ASSIGNMENT » From the entries, copy every line that carries the string "Avenida".

[[ STUDY MATERIAL, beginning ]]

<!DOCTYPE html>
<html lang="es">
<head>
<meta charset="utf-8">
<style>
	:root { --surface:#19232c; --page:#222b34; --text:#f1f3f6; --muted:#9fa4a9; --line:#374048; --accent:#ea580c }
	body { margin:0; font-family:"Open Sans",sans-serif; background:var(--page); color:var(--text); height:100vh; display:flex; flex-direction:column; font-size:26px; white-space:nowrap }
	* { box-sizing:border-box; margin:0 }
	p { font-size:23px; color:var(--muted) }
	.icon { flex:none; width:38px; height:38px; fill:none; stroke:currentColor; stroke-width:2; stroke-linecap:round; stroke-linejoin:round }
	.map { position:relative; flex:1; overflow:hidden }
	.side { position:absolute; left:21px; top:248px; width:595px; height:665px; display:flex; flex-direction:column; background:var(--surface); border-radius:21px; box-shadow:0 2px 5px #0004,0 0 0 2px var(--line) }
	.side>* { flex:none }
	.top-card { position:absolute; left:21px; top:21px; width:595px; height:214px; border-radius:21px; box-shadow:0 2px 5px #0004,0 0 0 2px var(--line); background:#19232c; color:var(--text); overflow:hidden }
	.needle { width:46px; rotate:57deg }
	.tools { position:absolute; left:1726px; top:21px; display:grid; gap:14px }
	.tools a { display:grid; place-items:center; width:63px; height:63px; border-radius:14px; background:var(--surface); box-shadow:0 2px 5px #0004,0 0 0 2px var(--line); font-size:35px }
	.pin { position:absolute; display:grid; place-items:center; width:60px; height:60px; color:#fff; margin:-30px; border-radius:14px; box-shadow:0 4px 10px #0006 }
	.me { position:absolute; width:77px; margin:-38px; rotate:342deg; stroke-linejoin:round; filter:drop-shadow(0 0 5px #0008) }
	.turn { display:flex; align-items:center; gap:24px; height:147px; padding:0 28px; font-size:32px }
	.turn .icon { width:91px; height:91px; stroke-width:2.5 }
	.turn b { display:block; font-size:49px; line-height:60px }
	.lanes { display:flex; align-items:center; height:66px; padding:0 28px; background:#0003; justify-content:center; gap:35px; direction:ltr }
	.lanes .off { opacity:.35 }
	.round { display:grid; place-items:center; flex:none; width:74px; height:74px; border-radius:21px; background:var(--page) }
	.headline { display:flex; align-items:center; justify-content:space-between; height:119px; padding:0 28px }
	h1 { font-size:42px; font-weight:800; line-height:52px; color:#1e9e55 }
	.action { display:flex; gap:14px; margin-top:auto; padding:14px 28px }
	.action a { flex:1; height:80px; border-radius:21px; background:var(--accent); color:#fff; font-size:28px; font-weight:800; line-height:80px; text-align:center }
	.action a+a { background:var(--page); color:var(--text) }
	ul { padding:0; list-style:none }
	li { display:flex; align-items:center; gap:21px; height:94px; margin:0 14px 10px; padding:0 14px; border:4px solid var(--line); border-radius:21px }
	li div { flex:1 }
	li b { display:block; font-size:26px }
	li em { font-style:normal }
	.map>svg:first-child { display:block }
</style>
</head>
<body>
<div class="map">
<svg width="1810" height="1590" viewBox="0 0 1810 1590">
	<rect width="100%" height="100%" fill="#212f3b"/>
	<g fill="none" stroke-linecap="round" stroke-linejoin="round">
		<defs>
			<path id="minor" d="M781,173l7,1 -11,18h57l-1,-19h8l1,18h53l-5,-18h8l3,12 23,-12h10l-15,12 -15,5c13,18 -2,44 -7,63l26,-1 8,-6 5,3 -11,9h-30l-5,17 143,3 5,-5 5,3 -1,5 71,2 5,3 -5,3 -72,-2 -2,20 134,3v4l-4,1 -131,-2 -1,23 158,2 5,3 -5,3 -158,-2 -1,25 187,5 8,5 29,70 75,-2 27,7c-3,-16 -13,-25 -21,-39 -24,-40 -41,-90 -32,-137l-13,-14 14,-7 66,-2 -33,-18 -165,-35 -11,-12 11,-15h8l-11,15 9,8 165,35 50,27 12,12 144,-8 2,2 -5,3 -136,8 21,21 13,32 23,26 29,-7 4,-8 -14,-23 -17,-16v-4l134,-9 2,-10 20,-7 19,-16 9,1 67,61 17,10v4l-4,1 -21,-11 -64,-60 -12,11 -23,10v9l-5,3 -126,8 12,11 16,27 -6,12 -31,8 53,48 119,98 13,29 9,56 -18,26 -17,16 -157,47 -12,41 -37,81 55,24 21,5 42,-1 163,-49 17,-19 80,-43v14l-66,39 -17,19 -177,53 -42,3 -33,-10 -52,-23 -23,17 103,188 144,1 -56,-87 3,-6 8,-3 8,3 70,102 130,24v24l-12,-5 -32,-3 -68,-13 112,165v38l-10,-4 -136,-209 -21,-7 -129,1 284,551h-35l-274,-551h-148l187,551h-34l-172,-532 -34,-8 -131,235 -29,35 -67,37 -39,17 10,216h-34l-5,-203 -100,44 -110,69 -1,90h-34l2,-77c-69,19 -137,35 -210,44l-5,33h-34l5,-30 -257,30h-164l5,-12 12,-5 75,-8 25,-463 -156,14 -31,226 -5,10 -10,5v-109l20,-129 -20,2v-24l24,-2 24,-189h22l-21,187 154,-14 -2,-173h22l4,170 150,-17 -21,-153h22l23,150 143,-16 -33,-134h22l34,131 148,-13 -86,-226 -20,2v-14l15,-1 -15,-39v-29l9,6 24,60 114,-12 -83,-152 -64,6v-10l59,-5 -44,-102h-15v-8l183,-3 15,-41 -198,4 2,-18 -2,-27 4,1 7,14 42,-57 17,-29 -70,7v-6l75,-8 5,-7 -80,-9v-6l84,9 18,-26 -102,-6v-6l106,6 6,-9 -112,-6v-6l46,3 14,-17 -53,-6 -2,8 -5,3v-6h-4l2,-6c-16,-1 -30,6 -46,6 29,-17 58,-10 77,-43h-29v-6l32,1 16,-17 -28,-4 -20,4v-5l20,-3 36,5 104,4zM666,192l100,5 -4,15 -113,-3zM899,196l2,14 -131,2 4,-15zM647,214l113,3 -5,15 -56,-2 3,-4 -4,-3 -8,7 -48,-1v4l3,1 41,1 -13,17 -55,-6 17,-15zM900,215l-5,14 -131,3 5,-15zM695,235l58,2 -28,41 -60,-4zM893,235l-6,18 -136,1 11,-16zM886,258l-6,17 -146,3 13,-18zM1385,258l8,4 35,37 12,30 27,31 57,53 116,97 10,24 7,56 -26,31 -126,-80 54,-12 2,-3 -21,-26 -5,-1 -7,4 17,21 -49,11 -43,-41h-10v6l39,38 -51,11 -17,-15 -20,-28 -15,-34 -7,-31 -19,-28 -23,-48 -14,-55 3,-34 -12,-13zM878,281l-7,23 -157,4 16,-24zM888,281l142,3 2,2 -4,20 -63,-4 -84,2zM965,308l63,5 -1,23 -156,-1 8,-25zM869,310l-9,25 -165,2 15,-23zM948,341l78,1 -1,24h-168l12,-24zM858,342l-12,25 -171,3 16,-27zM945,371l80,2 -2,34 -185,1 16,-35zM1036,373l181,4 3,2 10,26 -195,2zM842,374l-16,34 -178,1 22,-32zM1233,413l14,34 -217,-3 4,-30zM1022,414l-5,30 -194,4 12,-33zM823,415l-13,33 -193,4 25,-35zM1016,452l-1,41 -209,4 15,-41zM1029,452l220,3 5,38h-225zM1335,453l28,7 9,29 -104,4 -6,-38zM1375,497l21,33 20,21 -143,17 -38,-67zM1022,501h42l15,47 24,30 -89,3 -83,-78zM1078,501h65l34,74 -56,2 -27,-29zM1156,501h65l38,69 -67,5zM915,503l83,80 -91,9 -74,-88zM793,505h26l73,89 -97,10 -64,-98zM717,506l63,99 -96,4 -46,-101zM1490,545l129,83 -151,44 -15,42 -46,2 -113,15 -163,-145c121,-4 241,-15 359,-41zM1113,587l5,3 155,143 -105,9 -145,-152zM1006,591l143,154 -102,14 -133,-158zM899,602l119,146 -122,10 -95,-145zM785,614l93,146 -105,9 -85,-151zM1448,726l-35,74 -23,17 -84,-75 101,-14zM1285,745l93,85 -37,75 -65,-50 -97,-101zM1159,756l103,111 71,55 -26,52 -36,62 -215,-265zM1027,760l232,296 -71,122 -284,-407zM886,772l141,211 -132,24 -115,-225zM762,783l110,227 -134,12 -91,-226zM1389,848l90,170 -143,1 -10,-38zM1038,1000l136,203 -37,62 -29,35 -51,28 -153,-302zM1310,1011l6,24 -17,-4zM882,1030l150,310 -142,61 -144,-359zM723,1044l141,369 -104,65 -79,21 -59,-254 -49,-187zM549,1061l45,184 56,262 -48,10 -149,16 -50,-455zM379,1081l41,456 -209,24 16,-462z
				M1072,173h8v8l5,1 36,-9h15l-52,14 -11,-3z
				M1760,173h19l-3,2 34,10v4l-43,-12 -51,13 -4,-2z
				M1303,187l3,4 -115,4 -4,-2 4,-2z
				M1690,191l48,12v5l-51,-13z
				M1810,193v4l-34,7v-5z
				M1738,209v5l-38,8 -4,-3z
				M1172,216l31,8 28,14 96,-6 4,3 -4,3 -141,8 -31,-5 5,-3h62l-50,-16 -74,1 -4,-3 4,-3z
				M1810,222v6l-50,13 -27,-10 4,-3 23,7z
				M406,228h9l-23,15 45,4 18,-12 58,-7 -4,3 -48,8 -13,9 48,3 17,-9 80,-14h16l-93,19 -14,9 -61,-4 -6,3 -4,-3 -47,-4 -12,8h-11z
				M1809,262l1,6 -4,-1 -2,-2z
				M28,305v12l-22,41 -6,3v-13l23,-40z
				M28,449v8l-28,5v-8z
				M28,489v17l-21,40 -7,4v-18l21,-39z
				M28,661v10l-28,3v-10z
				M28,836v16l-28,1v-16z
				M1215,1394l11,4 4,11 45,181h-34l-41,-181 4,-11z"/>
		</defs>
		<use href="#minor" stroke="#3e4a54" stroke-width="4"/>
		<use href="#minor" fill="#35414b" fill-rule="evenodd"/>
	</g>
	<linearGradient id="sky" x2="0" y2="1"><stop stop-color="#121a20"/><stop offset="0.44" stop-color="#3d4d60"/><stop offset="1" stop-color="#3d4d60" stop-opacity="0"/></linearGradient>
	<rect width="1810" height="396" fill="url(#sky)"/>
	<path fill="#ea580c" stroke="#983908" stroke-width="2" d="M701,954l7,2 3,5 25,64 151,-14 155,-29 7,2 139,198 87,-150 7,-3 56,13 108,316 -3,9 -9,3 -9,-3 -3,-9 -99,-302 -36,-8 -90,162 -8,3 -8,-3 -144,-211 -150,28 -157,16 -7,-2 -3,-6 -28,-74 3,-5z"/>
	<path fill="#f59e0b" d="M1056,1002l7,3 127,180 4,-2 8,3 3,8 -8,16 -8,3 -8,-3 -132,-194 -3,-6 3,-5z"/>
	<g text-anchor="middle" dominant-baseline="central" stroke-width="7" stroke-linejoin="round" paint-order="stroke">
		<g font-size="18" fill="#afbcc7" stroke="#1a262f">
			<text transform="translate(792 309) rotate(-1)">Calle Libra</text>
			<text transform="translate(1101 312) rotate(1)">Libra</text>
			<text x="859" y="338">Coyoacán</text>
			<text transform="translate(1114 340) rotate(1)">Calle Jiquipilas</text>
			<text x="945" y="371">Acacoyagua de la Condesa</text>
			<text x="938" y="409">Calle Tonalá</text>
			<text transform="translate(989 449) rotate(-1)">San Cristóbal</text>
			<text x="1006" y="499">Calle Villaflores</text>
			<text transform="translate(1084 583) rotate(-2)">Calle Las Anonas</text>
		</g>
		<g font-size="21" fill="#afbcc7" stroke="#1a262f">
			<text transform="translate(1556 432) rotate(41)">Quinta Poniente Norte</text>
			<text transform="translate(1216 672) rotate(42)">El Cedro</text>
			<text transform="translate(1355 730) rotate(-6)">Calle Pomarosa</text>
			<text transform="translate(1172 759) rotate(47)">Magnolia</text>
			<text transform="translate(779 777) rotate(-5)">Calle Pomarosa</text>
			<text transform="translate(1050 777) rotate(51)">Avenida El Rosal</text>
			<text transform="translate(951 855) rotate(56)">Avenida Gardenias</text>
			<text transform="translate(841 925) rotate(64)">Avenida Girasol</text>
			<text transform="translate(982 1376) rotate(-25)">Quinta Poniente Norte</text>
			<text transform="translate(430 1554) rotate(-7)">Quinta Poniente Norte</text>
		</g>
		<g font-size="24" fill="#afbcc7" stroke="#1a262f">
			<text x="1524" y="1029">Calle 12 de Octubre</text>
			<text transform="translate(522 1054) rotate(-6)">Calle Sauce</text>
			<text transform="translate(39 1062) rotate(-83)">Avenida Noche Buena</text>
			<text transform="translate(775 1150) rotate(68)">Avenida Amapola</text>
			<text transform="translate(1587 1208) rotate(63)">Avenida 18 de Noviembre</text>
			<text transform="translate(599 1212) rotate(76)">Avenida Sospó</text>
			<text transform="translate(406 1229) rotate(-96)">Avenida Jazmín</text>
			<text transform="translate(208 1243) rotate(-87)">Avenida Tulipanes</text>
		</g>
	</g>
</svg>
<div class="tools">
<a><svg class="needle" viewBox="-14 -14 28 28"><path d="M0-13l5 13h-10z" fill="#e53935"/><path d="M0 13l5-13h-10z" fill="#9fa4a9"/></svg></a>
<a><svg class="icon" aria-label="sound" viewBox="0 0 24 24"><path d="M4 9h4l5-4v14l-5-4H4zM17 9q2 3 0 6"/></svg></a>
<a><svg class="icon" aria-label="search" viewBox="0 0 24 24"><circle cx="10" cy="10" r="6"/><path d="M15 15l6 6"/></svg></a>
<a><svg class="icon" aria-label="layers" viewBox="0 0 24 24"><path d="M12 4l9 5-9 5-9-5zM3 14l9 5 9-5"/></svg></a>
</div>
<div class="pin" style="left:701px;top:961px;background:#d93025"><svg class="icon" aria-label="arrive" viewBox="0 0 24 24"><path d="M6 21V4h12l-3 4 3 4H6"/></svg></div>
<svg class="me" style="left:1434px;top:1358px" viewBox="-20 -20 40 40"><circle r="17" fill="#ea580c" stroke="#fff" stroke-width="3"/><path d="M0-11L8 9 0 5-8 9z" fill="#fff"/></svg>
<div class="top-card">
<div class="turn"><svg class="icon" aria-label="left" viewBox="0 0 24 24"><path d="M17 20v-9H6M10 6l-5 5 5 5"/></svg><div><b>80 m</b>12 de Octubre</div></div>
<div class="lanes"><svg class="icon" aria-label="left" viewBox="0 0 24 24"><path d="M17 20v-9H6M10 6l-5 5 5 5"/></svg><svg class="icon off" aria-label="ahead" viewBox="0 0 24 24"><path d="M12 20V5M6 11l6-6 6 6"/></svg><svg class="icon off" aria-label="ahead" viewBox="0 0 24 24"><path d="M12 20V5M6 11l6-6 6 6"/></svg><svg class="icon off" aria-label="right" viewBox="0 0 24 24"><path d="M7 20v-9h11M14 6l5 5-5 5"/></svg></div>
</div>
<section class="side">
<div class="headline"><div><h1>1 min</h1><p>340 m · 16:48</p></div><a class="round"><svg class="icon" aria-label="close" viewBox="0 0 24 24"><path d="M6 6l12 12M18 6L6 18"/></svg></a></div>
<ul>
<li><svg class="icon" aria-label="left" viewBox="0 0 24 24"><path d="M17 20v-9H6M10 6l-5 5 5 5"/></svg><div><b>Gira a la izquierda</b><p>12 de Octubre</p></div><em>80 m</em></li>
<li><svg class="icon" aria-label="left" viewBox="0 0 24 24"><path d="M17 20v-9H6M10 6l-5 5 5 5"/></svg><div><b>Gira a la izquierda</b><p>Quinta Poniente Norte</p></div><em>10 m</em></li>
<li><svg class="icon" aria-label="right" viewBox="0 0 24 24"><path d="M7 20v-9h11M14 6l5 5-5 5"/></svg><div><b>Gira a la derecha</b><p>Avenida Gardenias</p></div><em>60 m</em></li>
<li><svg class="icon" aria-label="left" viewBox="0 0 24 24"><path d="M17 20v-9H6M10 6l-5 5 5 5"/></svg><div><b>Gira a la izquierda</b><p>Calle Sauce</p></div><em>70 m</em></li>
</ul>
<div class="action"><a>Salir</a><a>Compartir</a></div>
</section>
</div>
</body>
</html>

[[ STUDY MATERIAL, end ]]

TASK OUTPUT »
			<text transform="translate(1050 777) rotate(51)">Avenida El Rosal</text>
			<text transform="translate(951 855) rotate(56)">Avenida Gardenias</text>
			<text transform="translate(841 925) rotate(64)">Avenida Girasol</text>
			<text transform="translate(39 1062) rotate(-83)">Avenida Noche Buena</text>
			<text transform="translate(775 1150) rotate(68)">Avenida Amapola</text>
			<text transform="translate(1587 1208) rotate(63)">Avenida 18 de Noviembre</text>
			<text transform="translate(599 1212) rotate(76)">Avenida Sospó</text>
			<text transform="translate(406 1229) rotate(-96)">Avenida Jazmín</text>
			<text transform="translate(208 1243) rotate(-87)">Avenida Tulipanes</text>
<li><svg class="icon" aria-label="right" viewBox="0 0 24 24"><path d="M7 20v-9h11M14 6l5 5-5 5"/></svg><div><b>Gira a la derecha</b><p>Avenida Gardenias</p></div><em>60 m</em></li>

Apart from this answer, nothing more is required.